In order to obtain an objective unbiased measure of NSB reduction, we developed a novel endoscopic grading system that was performed by an independent rhinologist not involved in the treatment of any of the study patients. The grading system was relatively simple and based on one’s ability to visualize the ipsilateral middle turbinate on routine nasal endoscopy. If in full view, the score as 1, if >50% was visible, the score was 2, and if <50% was visible, the score was 3. Our baseline endoscopy score was 2.5, reflective of the highly obstructive nature of the NSB in this cohort. After 3 months, the endoscopy score was reduced to 1.0, and after 6 months, remained low at 1.2 (p<.05). The slight increase in both NOSE score and endoscopy score was due to the 5 patients with vasomotor rhinitis who developed a new NSB.

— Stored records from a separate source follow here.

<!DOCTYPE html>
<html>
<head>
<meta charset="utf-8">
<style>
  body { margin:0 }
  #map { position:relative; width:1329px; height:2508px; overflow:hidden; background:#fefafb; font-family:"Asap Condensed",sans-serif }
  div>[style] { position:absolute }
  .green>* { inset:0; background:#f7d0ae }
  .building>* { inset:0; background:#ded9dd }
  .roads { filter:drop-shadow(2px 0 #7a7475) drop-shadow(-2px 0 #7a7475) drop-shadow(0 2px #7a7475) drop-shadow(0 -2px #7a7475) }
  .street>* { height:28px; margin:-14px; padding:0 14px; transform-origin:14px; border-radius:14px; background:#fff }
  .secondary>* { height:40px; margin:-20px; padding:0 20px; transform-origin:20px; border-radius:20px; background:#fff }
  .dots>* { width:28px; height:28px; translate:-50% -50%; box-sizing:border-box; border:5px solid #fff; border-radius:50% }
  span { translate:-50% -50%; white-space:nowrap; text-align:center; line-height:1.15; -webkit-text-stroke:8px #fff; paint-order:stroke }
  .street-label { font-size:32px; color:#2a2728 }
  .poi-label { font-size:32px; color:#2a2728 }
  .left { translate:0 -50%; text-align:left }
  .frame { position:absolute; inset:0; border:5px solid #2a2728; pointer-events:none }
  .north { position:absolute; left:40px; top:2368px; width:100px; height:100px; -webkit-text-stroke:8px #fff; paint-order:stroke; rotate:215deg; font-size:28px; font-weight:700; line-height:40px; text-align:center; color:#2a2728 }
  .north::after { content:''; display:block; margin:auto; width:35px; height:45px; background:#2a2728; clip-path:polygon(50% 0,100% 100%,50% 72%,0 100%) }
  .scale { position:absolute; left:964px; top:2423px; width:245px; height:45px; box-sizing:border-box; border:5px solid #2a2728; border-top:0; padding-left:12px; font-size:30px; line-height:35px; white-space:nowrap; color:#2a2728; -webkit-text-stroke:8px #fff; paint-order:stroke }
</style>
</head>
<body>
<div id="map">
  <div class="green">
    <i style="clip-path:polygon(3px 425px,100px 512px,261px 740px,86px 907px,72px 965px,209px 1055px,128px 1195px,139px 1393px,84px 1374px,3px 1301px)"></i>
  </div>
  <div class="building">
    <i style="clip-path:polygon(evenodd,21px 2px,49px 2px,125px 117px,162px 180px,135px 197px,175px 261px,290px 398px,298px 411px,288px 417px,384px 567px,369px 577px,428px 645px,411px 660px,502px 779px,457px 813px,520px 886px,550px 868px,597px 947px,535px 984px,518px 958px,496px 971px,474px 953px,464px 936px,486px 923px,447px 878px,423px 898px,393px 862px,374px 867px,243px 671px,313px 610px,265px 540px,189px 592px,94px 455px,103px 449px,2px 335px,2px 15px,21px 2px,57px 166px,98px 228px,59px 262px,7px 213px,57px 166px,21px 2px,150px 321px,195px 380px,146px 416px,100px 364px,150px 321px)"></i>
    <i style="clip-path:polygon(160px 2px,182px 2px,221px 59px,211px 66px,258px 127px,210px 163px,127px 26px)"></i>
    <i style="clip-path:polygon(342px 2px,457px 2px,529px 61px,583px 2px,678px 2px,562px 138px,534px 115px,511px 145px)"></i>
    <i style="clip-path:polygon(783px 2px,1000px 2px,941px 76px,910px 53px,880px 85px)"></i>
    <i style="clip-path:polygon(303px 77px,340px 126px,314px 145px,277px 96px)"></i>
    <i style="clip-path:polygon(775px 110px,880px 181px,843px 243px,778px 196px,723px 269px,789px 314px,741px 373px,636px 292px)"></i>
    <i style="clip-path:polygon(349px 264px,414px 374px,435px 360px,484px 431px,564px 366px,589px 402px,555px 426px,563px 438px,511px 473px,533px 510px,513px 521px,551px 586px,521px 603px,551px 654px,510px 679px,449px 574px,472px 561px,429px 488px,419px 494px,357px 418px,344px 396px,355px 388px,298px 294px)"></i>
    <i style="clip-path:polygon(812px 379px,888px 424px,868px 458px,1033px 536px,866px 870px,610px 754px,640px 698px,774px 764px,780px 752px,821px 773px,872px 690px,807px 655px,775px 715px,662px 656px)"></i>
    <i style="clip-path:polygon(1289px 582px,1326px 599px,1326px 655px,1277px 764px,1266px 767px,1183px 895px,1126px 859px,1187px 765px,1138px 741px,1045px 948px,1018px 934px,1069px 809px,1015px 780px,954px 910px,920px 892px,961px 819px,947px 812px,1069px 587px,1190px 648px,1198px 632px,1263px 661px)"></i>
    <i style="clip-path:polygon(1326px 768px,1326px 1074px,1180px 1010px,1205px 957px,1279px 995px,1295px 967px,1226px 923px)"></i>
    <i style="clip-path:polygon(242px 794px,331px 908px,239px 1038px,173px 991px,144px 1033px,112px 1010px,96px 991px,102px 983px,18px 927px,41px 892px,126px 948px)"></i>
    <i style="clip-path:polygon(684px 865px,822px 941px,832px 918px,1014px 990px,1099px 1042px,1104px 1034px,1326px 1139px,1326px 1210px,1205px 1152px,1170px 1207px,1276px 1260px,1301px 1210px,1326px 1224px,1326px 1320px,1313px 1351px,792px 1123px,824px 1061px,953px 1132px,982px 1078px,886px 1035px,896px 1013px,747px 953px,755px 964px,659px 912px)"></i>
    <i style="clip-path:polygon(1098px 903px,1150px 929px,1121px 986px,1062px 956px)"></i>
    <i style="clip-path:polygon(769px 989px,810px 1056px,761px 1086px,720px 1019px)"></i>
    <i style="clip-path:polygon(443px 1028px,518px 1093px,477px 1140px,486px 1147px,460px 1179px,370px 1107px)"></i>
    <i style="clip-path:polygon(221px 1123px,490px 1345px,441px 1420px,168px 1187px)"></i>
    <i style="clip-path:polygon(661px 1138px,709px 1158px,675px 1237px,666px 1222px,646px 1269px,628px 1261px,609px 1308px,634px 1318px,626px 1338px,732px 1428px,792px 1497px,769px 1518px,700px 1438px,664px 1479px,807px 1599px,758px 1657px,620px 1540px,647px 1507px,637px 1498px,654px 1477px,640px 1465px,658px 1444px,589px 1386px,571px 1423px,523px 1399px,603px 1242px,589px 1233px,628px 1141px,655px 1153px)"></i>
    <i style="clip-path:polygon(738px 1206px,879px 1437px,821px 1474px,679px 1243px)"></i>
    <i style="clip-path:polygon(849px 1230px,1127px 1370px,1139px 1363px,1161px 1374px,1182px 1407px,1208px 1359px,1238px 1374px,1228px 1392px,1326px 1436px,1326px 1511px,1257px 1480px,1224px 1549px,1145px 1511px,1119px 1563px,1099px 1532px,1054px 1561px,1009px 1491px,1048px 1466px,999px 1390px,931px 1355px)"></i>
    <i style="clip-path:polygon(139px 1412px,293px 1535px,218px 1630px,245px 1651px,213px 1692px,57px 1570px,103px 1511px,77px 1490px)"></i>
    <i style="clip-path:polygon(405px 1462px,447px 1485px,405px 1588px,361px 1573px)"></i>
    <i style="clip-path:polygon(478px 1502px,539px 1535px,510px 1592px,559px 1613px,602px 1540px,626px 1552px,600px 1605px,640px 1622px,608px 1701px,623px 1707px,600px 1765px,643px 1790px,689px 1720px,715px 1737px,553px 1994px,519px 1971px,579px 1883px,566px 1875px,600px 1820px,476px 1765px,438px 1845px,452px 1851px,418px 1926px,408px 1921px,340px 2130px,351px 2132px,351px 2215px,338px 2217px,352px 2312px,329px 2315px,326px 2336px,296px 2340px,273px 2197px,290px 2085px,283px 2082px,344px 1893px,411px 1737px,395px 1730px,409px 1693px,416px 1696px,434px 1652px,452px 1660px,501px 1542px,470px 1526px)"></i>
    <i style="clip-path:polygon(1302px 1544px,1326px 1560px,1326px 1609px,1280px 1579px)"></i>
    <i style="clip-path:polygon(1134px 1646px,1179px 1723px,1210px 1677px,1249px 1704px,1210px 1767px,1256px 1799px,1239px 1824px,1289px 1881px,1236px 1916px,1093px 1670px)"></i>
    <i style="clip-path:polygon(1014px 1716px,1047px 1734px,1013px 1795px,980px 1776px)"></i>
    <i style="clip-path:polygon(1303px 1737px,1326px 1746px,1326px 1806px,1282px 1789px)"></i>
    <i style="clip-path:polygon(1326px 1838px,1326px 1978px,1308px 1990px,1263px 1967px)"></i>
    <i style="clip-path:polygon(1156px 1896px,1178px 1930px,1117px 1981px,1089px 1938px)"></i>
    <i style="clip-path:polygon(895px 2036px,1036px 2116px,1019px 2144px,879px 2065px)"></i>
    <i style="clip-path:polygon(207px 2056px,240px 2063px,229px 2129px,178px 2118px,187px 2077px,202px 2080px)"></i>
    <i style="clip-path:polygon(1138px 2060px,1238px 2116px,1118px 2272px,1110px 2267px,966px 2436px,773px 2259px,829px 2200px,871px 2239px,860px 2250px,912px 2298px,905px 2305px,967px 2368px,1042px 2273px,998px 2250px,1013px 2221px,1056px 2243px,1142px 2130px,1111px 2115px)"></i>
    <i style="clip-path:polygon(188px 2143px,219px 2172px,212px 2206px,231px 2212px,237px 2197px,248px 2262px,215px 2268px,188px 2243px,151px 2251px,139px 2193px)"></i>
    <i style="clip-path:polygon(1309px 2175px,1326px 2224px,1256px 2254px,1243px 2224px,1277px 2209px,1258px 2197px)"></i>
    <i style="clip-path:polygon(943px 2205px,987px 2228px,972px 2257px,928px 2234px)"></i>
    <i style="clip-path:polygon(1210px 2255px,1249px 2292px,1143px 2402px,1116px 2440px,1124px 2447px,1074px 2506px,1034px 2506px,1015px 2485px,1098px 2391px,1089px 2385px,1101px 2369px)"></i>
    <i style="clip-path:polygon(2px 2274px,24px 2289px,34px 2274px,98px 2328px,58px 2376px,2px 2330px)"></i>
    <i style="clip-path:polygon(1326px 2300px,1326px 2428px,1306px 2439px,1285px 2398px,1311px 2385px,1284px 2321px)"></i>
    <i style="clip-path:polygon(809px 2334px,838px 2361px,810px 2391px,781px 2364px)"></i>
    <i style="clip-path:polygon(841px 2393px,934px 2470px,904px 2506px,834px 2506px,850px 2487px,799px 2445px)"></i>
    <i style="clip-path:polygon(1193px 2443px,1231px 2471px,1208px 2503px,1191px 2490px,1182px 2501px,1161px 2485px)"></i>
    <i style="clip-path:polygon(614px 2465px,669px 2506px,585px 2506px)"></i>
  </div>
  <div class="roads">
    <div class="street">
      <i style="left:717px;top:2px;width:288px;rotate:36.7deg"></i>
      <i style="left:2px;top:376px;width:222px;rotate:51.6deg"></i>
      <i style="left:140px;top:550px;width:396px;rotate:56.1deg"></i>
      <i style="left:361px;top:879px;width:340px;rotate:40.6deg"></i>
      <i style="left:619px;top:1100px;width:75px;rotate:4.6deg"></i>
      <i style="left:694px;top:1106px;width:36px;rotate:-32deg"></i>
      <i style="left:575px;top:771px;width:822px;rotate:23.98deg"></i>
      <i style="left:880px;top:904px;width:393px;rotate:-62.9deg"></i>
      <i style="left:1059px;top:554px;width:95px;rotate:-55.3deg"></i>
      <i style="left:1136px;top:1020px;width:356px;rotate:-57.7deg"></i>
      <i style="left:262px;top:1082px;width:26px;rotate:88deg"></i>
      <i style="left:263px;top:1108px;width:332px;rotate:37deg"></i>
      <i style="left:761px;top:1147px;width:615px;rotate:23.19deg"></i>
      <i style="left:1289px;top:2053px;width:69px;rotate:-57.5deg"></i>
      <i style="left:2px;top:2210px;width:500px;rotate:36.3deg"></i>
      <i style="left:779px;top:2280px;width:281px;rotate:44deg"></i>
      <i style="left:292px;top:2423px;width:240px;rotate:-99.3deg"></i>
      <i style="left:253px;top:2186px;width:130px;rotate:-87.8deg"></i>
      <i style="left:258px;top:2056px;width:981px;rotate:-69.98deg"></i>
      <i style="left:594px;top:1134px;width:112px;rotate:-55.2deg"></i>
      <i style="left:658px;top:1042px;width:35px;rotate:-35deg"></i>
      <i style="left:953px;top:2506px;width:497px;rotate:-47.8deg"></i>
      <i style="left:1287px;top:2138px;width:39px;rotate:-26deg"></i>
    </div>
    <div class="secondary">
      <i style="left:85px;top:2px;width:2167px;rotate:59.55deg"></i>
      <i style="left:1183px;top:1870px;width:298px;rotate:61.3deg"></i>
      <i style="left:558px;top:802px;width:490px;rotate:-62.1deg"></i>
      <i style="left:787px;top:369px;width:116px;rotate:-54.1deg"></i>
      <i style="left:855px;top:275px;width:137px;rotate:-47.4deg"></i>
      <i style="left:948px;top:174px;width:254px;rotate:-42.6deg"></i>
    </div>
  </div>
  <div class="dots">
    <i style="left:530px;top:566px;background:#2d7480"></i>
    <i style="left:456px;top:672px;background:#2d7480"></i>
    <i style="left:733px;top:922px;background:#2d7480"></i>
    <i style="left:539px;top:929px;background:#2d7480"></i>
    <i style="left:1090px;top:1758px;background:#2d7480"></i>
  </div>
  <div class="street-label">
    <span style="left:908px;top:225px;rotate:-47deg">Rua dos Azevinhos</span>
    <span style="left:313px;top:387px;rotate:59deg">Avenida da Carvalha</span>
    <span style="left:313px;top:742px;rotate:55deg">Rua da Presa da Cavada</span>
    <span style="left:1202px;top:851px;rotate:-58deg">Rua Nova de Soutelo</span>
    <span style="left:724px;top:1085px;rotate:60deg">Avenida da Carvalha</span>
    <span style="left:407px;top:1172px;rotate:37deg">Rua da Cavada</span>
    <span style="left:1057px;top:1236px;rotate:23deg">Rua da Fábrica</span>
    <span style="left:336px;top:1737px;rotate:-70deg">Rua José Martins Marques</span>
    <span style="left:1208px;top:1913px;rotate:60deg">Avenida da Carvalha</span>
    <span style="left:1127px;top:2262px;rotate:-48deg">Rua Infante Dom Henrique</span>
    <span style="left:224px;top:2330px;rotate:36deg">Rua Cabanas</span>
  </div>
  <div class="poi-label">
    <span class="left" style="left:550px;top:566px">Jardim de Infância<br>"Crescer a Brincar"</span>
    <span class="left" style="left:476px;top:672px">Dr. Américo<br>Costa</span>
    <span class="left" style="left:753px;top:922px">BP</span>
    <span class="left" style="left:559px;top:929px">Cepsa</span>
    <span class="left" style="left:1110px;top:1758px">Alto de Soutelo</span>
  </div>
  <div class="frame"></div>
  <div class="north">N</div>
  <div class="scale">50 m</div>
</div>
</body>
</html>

Radiofrequency ablation has become an accepted method for tissue reduction in the inferior turbinates in the office under local anesthesia, thus this technique was slightly modified for treatment of the NSB [9]. The long-term efficacy of this procedure (>2 years) has not yet been studied, as the procedure is new and follow-up time reported herein limited to 6 months. We did see the need to retreat 5/60 patients after 6 months due to the presence of new NSB, either contralateral to the treated side, or anterior to the original NSB on the ipsilateral side. All 5 patients were previously diagnosed with vasomotor rhinitis, a well-known vasoactive disease process. In general, one might postulate that the durability of NSB RFA would mirror radiofrequency ablation of the inferior turbinates since the vasoactive tissues are similar, but this is yet unproven. Further studies to demonstrate the longterm effectiveness of this treatment are needed and underway, yet this simple procedure has yielded significant improvements in our patient population, and is an important adjunct to any nasal airway procedure in patients with obstructive sleep apnea, snoring, allergic rhinitis, and other types of nasal obstruction.
CONCLUSION
RF reduction of the NSB is a safe and very effective new officebased treatment option for the correction of refractory nasal obstruction.